While the first set of decanters were traversing the table, I slipped away unnoticed, and without changing my uniform, took the road at a rasping pace direct for the Reculvers. The moon was just rising from the sea, and the last notes of the curfew were dying away, as I drew up at the door of Miss Auriol's cottage.

She was alone, and sitting at tea, to which she bade me welcome, in a manner that showed she half doubted the honesty of my visit, and betrayed such emotions of shame, confusion, and awkwardness, I felt myself quite an intruder. But I simply asked if she had heard more of Berkeley.

She admitted that she had, and stated mournfully that for the last three days he had been constantly at the park, thus confirming what Frank Jocelyn had told me.

In the course of another visit or two, I gradually learned piecemeal all the poor girl's unhappy history, and how she became the victim, first of evil fortune, and afterwards of a cold-blooded man of the world like De Warr Berkeley.

CHAPTER XVIII.

Where are the illusions bright and vain

That fancy boded forth?

Sunk to their silent caves again,

Auroræ of the north!

Oh! who would live those visions o'er,

All brilliant though they seem,

Since earth is but a desert shore,

And life a weary dream!

MOIR.

She was the orphan daughter of the poor curate of a secluded village on the borders of Wales. Her mother, also the daughter of a curate, had died when Agnes was very young. She was thus left to be the sole prop and comfort of the old man's declining years, and he loved her dearly—all the more dearly that, with a little brother, a beautiful, golden-haired boy (the same whose miniature I remarked), she alone survived of all their children, ten in number.

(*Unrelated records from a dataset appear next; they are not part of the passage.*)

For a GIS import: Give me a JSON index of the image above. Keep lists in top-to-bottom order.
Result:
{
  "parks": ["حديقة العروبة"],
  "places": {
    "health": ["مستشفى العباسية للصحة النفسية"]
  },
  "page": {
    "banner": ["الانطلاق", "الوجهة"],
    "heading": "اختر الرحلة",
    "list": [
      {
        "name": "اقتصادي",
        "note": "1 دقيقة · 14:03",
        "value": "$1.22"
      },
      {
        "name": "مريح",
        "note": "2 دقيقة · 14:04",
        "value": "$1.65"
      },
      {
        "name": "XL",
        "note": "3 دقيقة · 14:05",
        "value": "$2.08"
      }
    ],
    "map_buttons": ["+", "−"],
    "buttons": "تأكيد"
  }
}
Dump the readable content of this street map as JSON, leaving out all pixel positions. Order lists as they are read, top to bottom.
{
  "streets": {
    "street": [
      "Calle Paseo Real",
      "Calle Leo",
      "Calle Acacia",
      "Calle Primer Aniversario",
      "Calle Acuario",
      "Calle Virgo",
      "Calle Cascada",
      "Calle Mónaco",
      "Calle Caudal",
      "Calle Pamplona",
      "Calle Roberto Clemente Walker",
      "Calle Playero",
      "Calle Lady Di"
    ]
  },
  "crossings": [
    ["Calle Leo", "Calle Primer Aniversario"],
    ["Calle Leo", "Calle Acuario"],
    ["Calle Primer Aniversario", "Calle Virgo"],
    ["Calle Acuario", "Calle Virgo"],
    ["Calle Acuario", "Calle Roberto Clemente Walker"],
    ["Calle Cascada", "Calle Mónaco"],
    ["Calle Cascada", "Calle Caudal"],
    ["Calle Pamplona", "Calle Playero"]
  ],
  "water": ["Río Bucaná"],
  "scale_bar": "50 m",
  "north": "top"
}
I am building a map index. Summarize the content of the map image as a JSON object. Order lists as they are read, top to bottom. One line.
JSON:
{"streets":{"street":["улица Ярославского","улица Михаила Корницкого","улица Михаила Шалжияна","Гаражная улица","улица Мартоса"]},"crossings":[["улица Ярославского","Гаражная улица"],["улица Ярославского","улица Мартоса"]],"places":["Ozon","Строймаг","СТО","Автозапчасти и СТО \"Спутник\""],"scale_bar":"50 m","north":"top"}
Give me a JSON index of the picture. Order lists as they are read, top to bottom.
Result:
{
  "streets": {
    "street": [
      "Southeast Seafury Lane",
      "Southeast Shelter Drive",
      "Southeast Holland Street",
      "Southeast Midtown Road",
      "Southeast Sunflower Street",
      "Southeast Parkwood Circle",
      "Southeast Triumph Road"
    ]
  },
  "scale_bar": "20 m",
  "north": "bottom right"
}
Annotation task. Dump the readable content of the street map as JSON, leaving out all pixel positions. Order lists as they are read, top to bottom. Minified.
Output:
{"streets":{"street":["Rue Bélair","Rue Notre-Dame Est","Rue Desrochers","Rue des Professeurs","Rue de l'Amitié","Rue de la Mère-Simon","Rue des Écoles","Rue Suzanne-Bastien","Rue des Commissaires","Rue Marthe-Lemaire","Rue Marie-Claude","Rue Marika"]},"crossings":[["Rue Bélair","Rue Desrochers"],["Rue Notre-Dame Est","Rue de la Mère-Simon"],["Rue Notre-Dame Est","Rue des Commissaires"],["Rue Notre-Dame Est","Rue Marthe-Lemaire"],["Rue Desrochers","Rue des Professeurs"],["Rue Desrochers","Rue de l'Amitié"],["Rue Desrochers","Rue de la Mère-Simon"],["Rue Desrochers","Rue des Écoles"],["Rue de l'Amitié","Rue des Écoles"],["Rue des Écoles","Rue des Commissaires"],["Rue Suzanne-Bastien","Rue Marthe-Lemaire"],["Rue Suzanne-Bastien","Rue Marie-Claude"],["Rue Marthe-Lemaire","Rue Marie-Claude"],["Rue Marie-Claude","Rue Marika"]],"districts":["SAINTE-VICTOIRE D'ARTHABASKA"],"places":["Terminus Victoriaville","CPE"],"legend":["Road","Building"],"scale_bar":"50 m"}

The rest had perished early; for all possessed that terrible heritage, the seeds of which Agnes was now maturing in her own bosom—consumption.

One by one the old clergyman had seen them borne forth from his little thatched parsonage, under the ivy-clad lyke-gate of the village church, and laid by their mother's side, a row of little grassy graves, where the purple and golden crocuses grew in spring, and the white-eyed marguerites in summer, all as gaily as if the last hopes of a broken heart were not buried beneath them.

In the fulness of time the shadow of death again fell on the old parsonage, and the curate's white hairs were laid in the dust, close by the quiet little Saxon church in which he had ministered so long; and now the ten graves of the once loving household lay side by side, without a stone to mark them.